On Midsummerr, Full Production runs $5 per 1,000 words and Full Cast runs $3.75 per 1,000 words on the self-serve tier, with the first 5,000 words free. If you want the underlying argument rather than the survey numbers, our guide on whether AI narration is good enough to replace human narrators covers the craft side, and the romance production guide works through casting decisions for a genre where character voices carry the book.
FAQ
Did Edison Research contradict itself?
No. Edison Research conducted both studies but they measured different things — one was a blinded listening test of a specific production commissioned by Spoken, the other was a general-population survey for the Audio Publishers Association about willingness to try AI narration as a category. Different questions produce different answers.
Do listeners actually prefer AI narration?

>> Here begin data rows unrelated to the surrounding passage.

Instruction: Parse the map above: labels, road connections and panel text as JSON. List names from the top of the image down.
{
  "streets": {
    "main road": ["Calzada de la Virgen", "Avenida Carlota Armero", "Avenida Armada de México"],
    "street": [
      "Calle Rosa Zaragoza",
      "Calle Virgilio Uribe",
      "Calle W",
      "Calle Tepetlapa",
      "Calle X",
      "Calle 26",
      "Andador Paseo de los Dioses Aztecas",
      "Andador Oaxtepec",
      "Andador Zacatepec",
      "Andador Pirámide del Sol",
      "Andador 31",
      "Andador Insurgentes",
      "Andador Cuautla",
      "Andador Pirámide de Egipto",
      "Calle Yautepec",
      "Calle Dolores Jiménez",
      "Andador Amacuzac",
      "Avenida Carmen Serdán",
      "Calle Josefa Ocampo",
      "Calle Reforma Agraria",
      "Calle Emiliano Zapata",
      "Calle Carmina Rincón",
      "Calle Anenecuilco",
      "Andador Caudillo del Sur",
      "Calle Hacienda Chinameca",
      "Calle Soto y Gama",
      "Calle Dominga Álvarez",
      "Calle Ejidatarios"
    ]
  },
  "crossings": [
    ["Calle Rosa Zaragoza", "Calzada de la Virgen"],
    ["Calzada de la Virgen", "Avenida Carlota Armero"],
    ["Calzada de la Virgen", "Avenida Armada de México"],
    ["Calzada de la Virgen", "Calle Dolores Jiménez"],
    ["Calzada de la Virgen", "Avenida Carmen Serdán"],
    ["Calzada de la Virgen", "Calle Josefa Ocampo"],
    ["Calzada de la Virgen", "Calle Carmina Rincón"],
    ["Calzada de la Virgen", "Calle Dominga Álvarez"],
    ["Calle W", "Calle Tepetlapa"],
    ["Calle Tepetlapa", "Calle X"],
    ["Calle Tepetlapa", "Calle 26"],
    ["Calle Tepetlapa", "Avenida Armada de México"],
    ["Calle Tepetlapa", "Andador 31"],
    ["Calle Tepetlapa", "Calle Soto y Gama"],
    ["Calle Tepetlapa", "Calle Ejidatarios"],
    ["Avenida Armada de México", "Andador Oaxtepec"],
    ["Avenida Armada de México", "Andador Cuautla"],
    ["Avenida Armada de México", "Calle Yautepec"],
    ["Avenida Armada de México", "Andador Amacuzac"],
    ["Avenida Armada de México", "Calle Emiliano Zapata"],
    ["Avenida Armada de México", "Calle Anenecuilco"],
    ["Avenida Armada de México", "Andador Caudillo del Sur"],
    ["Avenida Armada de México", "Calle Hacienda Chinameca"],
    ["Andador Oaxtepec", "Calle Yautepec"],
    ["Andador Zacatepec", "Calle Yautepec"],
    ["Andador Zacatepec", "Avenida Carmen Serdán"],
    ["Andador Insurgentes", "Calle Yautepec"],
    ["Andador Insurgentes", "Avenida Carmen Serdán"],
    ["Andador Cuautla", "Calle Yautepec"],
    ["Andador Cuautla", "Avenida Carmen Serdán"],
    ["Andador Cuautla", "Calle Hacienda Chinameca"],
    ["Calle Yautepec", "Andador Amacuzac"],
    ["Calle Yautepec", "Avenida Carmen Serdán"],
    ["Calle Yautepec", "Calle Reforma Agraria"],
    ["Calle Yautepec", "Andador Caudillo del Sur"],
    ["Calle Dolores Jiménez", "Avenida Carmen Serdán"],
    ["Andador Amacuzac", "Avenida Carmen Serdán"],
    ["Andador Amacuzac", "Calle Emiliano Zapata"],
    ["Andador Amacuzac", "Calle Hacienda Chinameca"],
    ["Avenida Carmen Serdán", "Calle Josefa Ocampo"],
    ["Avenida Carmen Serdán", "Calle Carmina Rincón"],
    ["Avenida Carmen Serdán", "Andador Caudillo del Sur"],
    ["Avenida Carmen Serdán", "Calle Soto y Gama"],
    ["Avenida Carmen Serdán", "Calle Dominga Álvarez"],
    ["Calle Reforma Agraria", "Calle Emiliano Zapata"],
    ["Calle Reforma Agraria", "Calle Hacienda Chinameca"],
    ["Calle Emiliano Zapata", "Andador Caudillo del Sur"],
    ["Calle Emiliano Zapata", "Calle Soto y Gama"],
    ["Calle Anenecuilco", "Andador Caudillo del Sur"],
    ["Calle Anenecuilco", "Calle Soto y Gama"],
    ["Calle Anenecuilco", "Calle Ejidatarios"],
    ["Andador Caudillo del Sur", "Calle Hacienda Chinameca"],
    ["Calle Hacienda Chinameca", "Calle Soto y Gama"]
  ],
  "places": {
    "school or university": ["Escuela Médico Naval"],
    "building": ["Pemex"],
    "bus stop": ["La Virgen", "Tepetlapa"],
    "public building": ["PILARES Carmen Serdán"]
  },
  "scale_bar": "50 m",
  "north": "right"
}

The blinded study found a multi-cast synthetic production rated higher than a single-narrator human production on favorability, perceived quality, and engagement. It did not compare synthetic narration against a human full-cast production, so it doesn't establish a preference for AI as such — the format difference is confounded with the synthesis difference.
How many people have actually listened to an AI-narrated audiobook?
Per the Audio Publishers Association's February 2026 survey of 1,706 listeners, 16% of audiobook listeners have tried an AI-voiced title, and AI-narrated titles accounted for 0.03% of audiobook sales revenue in 2025.
Can I sell an AI-narrated audiobook on Audible?
Not through ACX with third-party AI narration — ACX does not accept it. If you're producing a synthetic or full-cast synthetic audiobook, plan your distribution channels before production rather than after.
What is a multi-cast audiobook?
A production where distinct voices perform distinct characters, rather than one narrator performing every role. In the Edison study, 81% of frequent audiobook listeners said they were interested in distinct character voices.